Tek çare kadın, erkek, işçi, memur, genç, emekli, Alevi, Sünni, Türk, Kürt, esnaf, öğrenci; sen ben o. Tek çare: BİZ KENDİMİZ!
Ankara Ortak Sol Aday Meclisi, faşist belediye başkanlarının ve rant, talan, yağma politikalarının dayatılmasına karşı yürüteceği ortak yerel seçim mücadelesi kapsamında büyük bir buluşma gerçekleştirdi. Meclis, buluşma sonucunda ortak bir açıklama yayımladı
Hava döndü! Bizden yana esiyor rüzgar.
Ülkemizi, kentimizi, emeğimizi bir pasta gibi paylaşan haramilerin ittifakı parçalandı. Bizden çaldıkları para üzerinden saltanat kuranlar, şimdi fakirleşme korkusuyla evlatlarını öldüren paragözlere döndüler. Bu dünyada halka verecek bir şeyi olmayanlar öbür dünyayı daha yüksek sesle vaat etmeye başladılar.
Ama nafile!
Kadınlar, gençler, işçiler artık inanmıyorlar, dinlemiyorlar. Kendi hayatlarına dair söz söylüyorlar:
Bu kent bizim. Bu parklar, bu meydanlar, bu ağaçlar, börtü böcek tüm canlılar ve insanlar bizim. Ya bize saygı duyacak, bizi dinleyeceksiniz ya da çekip gideceksiniz, diyorlar.

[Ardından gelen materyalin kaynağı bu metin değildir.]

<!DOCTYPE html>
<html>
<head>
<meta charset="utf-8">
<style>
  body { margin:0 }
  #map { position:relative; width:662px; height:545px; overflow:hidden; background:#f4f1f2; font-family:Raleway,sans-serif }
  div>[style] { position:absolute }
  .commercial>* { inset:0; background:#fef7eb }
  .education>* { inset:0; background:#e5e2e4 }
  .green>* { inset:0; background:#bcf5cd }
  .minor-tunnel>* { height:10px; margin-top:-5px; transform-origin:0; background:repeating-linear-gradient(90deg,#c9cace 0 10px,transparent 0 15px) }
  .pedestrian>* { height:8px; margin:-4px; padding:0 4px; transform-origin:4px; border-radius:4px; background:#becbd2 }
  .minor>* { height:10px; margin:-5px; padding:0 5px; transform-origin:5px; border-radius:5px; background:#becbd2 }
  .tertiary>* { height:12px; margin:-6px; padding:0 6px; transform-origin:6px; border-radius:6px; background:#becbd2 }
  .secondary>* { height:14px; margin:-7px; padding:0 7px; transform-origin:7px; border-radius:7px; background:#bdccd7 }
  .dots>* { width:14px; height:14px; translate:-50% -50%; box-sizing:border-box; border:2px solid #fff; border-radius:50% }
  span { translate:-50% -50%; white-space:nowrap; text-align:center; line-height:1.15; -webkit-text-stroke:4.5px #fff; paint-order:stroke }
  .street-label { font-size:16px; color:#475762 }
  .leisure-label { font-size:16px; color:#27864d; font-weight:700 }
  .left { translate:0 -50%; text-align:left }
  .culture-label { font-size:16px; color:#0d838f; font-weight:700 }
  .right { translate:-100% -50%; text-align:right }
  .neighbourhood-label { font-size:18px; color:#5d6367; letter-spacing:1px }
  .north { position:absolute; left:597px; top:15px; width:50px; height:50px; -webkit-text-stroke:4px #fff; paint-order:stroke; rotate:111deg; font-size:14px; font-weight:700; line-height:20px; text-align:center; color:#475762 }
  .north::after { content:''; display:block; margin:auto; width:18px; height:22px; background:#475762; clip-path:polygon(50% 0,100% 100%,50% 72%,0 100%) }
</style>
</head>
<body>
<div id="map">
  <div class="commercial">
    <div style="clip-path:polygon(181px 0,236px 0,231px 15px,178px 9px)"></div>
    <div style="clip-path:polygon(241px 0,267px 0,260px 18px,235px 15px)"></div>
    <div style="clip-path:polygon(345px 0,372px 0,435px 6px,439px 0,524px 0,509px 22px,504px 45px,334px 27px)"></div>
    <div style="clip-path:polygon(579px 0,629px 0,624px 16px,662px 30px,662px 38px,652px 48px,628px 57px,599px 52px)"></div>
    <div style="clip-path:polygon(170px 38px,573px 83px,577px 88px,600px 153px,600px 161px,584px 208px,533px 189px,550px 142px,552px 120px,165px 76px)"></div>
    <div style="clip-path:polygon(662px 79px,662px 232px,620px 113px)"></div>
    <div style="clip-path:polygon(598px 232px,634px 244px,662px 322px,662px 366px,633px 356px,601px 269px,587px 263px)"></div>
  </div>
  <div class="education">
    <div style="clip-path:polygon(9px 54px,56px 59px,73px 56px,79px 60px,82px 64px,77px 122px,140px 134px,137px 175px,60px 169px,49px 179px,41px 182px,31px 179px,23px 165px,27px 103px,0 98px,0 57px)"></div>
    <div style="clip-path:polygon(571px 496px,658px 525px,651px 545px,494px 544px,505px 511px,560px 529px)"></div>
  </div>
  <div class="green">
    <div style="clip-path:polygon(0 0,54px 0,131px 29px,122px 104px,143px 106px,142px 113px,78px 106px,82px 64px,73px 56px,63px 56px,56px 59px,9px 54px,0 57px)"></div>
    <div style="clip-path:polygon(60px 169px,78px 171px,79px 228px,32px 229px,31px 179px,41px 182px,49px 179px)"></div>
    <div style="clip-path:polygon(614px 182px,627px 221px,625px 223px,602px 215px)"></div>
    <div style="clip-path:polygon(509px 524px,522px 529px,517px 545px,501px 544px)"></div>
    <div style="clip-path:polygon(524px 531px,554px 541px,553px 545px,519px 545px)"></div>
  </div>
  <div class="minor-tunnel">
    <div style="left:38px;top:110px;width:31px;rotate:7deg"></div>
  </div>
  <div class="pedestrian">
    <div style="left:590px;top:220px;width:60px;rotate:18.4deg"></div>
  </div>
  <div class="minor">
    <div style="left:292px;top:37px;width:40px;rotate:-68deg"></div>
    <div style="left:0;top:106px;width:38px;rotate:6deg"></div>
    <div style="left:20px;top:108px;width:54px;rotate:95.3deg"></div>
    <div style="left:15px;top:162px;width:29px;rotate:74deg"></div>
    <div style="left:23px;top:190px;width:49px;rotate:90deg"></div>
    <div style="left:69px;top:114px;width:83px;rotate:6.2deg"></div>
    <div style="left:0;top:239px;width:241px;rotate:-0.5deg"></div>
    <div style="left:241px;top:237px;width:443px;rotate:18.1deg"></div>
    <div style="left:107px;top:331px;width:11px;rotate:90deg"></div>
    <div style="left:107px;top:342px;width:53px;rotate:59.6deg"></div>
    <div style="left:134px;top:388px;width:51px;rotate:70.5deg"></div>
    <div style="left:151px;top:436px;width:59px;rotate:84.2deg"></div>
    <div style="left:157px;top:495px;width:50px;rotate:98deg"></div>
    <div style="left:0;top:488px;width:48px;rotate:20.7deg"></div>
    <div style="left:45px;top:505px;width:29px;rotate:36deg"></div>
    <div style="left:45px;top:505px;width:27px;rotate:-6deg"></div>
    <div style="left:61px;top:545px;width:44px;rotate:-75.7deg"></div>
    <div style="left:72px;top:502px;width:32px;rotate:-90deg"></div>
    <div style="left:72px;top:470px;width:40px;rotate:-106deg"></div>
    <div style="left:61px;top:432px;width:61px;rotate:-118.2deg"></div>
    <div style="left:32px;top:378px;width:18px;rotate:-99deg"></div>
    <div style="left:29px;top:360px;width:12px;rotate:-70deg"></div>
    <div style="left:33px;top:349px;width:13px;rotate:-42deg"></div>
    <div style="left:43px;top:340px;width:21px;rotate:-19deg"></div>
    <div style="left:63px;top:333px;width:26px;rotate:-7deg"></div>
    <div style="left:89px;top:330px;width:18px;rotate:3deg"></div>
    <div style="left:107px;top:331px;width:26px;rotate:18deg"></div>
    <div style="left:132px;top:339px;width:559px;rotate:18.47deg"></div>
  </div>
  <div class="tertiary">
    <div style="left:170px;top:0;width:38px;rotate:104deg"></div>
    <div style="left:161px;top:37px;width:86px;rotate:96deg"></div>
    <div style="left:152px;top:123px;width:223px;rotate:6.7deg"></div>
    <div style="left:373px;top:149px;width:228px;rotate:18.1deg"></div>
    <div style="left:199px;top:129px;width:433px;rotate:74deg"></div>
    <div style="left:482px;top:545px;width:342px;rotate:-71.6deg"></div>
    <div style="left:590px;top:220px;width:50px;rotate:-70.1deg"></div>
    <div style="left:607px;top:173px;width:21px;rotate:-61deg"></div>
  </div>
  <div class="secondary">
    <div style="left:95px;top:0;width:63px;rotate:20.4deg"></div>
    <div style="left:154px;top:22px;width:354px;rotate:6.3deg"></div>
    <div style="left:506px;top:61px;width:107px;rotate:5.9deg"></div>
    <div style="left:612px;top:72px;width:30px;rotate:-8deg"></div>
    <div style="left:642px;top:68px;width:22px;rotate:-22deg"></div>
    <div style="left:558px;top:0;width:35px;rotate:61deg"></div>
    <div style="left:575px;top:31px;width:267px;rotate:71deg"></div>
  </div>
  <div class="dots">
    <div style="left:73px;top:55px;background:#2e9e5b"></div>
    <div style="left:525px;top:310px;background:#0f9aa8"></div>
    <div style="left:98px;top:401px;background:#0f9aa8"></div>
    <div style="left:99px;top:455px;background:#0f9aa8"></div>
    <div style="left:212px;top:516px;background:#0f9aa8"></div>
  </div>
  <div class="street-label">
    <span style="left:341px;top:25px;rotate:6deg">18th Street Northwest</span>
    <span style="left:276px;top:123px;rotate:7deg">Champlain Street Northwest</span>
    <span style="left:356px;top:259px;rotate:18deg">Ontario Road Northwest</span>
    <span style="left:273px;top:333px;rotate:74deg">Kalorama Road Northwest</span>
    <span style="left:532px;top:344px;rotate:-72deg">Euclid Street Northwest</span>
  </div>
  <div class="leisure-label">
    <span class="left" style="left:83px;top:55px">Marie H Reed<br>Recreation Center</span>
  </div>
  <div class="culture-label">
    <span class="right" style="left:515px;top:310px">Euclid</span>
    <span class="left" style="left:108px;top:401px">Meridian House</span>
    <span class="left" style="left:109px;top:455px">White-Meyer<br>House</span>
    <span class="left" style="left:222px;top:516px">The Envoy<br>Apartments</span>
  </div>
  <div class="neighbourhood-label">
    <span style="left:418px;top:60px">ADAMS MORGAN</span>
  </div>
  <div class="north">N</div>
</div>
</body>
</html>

Vahşi kapitalizmin otuz yılı aşan saltanatı sokaklara çıkan milyonların eylemiyle sarsılıyor. AKP’lilerin, saltanatları Taksim’e, Kızılay’a çıkan milyonlar tarafından lanetlendi. Bugüne kadar kaderimiz onların insafına bağlıyken şimdi onlarınki bizim birleşik mücadelemize bağlı.
Gökçek’in başını çektiği, şimdi de yenilerinin aday olduğu rantçı zihniyet Ankara’yı beton, asfalt, otomobil ve AVM’den ibaret bir yığına çevirdi.

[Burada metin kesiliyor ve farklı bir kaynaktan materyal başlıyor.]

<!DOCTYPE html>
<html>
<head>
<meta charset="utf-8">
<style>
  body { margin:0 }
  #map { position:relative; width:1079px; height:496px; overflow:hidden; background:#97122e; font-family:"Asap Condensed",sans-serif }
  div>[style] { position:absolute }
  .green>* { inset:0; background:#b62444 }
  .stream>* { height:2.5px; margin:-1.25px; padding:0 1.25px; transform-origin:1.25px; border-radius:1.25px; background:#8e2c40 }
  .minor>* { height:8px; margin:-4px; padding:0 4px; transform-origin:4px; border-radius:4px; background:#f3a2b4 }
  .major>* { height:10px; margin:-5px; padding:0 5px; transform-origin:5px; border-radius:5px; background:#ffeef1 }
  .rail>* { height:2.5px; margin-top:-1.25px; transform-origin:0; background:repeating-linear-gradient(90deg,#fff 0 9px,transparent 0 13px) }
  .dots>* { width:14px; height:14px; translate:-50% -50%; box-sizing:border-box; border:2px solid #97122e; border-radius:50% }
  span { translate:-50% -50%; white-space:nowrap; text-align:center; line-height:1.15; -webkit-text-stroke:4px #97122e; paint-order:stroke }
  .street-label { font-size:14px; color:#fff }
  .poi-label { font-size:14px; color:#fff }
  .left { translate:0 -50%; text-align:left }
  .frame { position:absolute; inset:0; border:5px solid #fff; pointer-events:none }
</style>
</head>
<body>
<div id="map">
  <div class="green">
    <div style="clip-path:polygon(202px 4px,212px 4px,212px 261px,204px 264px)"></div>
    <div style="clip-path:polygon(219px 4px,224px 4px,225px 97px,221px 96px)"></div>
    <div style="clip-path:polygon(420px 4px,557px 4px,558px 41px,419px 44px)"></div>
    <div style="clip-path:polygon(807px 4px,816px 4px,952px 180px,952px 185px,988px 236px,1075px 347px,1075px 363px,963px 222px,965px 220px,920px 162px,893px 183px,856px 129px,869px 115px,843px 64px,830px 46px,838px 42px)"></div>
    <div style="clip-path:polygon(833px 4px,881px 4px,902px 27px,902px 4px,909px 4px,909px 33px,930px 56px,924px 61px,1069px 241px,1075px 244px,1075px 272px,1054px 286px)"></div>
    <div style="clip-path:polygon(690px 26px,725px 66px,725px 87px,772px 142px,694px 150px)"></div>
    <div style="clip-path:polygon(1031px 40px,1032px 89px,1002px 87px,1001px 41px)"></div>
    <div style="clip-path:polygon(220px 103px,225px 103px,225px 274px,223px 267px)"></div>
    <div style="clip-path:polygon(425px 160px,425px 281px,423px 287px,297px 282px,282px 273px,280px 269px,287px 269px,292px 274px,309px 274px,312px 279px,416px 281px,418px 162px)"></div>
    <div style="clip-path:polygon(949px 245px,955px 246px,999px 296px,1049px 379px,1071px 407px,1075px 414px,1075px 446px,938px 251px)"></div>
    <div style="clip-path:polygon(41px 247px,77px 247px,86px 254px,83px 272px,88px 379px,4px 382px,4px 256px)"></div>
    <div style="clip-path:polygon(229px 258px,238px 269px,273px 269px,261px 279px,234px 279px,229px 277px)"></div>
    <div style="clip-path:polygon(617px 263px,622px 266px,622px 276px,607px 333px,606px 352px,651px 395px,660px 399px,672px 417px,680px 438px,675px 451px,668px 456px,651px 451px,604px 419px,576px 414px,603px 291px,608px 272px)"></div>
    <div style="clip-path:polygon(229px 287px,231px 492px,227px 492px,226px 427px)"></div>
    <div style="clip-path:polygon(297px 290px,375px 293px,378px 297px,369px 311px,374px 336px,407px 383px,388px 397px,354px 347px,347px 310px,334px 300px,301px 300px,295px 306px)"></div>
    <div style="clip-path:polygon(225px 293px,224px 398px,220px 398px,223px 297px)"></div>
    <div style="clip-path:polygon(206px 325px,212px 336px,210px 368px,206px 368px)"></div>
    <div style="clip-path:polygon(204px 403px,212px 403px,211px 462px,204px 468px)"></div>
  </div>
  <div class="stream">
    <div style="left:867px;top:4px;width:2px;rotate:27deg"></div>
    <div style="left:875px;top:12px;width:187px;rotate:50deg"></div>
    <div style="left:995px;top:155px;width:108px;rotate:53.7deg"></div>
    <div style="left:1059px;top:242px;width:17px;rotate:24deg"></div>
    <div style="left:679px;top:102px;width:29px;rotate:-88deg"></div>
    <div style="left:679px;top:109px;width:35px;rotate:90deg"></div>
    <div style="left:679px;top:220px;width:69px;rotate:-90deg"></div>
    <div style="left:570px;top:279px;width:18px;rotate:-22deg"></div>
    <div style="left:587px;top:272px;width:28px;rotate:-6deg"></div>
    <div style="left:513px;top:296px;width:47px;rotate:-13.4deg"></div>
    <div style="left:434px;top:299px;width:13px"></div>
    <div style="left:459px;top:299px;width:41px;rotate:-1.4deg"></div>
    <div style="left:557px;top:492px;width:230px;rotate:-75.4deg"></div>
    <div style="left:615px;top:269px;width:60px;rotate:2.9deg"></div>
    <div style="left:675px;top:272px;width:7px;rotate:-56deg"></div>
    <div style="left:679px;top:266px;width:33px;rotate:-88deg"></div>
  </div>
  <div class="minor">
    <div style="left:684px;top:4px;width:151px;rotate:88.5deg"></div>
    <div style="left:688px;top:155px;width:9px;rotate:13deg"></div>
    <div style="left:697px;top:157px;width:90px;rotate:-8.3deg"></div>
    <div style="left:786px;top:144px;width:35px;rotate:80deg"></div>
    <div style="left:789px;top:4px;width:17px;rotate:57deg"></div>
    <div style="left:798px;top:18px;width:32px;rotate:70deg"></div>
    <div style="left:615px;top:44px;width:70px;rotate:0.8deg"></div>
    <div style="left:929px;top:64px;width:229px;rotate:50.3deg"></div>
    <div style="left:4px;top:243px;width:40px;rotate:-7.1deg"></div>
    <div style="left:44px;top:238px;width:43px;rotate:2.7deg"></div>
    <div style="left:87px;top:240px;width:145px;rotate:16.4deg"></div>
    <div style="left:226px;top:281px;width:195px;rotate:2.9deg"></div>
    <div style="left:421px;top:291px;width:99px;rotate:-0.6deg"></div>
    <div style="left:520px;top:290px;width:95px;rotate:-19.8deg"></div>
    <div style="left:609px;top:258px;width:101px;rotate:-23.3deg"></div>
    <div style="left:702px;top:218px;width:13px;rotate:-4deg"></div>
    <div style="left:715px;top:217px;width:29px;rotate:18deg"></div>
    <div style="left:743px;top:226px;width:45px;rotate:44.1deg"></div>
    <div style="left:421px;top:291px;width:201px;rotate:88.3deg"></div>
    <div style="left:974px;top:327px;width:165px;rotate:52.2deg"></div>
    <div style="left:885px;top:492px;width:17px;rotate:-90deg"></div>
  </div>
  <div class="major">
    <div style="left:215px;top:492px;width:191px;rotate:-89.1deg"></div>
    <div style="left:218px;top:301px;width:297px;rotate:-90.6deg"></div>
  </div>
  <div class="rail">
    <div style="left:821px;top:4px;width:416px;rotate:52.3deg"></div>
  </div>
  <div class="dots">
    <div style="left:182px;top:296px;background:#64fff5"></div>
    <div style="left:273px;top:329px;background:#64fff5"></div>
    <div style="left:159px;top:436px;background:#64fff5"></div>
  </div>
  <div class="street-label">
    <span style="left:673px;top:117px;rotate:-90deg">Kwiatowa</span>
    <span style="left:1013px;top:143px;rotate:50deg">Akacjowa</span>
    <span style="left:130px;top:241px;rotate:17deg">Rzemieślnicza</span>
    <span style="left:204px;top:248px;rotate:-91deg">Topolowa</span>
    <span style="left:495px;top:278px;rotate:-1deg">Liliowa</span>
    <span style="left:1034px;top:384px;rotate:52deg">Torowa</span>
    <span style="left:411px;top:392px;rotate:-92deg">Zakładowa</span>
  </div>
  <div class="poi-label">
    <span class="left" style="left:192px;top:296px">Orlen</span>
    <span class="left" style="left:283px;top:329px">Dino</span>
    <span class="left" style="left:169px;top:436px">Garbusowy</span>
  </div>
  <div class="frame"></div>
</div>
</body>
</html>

Oysa Ankara bir Alışveriş Merkezi, bizler müşteri değiliz. Bu kentin sahibiyiz! Sermayesi vergilerimizden oluşan ulaşımımızı, içecek suyumuzu, başımızı sokacak evimizi, ısınacak yakacağımızı kar kaynağı olarak görenlere “Artık Yeter” deme zamanı geldi.
Haklarımızı alabilmek için vicdan sahibi yöneticiler beklemek zorunda değiliz;
BİZ KENDİMİZ bunu yapabiliriz.
Onlar, yani ayakkabı kutulan parayla dolu olanlar, bize tepeden bakanlar, bizi ancak topluca selamlayanlar yine önümüze kurtuluş reçeteleri sürmeye başladılar. Ruhsatlarını Amerika’da imzalatanlar; gizli odalardaki pazarlıkların ardından önümüze nimet gibi adaylar sunanlar; kısacası cellâtlarımız, bizi soyanlar, sürüye sayanlar; kırk katır zamanı doldu şimdi kırk satır diyorlar.
Onlara cevabımız: Ne katırınızı ne de satırınızı, artık geleceğimizi istiyoruz!
Maaşımızla geçinebildiğimiz, suyunu musluktan içebildiğimiz; gençliğin yaratıcılığına, insanların kardeşliğine güvendiğimiz, kadınların eşit olduğu bir kent istiyoruz.
İnsanlarımız arasında düşmanlık yaratarak kendini var eden; çaldıkça çalışabilen sağ politikacılara mecbur değiliz. Dürüstlüğün, eşitliğin, kardeşliğin, adaletin sesi, soluğu soldur. Sol, muradı dünyada cennet olandır. Gökçek’e de, diğer partilerden aday olan ülküdaşlarına da mecbur değiliz. Hava döndü soldan yana esiyor rüzgar, bu rüzgarı birlikte büyüteceğiz.
Solu küçümseyenlere, Nemrut’un göğe ulaşan ateşini söndürmek için su taşıyan karıncanın alay edenlere verdiği, “hiç olmazsa tarafım belli olsun” yanıtını tekrar ediyoruz. Tarafımız insanlarımızı yakan, soyan, sömürenlerin yanı olamaz! Ne bankacılar, ne borsacılar, ne din tüccarları, ne emperyalistler derdimize çare.
Tek çare kadın, erkek, işçi, memur, genç, emekli, Alevi, Sünni, Türk, Kürt, esnaf, öğrenci; sen ben o.
Tek çare: BİZ KENDİMİZ!
Mücadele başladı ve devam ediyoruz. Sen de katıl!